GLOBALTRON CORP
8-K/A, EX-10.35, 2000-12-18
BLANK CHECKS
Previous: GLOBALTRON CORP, 8-K/A, 2000-12-18
Next: GLOBALTRON CORP, 8-K/A, EX-10.36, 2000-12-18





                          PLEDGE AND SECURITY AGREEMENT

                  PLEDGE AND SECURITY AGREEMENT (the "Agreement"), dated as of
November 22, 2000, made by GARY D. MORGAN, an individual having an address c/o
Globaltron Corporation, 45 Broadway, New York, New York 10006 (the "Pledgor") to
Arthur Lipson, trustee, with address at 1920 E. Hallandale Beach Blvd, Suite
906, Hallandale, Florida 22009 ("Lender").
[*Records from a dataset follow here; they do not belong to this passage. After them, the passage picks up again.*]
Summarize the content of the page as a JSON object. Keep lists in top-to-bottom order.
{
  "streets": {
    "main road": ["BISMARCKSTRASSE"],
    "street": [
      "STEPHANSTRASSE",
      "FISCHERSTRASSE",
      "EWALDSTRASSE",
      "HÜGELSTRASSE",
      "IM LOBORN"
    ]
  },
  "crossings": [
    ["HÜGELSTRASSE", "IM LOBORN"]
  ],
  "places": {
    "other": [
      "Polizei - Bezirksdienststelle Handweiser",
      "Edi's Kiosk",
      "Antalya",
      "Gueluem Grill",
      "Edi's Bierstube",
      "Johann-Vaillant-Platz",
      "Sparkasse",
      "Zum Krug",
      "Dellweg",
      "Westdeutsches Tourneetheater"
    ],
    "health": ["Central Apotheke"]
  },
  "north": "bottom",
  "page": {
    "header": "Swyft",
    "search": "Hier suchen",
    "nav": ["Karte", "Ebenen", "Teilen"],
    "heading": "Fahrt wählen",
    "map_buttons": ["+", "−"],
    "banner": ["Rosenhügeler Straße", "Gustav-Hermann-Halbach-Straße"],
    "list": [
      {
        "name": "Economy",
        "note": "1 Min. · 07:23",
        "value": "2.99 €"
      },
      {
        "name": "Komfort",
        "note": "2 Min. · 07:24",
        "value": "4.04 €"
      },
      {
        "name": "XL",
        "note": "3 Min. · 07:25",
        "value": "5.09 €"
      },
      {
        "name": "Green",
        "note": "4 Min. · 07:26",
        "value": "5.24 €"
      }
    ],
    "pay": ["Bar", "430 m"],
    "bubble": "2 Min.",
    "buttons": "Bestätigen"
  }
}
                             PRELIMINARY STATEMENTS

                  A. The Pledgor is the owner of 4,000,000 shares of the common
stock (the "Pledged Shares") of GLOBALTRON CORPORATION (f/k/a WIN-GATE EQUITY
GROUP, INC.) ("Globaltron" or the "Borrower");

                  B. Pursuant to the terms of a certain Pledge and Security
Agreement (the "Prior Pledge Agreement") dated as of September 27, 2000, Pledgor
has pledged the Pledged Shares to Colpafinsa, S.A. ("Colpafinsa") and GNB Bank
Panama S.A. ("GNB") in order to secure the punctual repayment of loans
(inclusive of interest, attorneys fees and costs of collection thereunder) to
the Borrower form Colpafinsa and GNB in the principal amounts of $4,000,000 and
$5,000,000 respectively (the "Prior Loans");

                  C. Lender and Globaltron have entered into a Loan Agreement,
dated as of October 24, 2000 (the "Loan Agreement") pursuant to which Global
from issued to Lender a promissory note (the "Note"), payable under the terms
and conditions set forth thereto and due on March 24, 2001, for the sum of
US$900,000;

                  D. Subject to the provisions of this Agreement in order to
secure the punctual payments contemplated in Loan Agreement when due, whether at
stated maturity, by acceleration or otherwise, of all obligations of the
Borrower now or hereafter existing under Loan Agreement, whether for principal,
interest, fees, expenses or otherwise and the accuracy of the representations
and warranties of the Borrower under the Loan Agreement (such obligations being
the "Loan Obligations") by the pledge contemplated in this Agreement;

                  E. Capitalized terms used herein but not defined shall have
the meanings ascribed to them in the Loan Agreement.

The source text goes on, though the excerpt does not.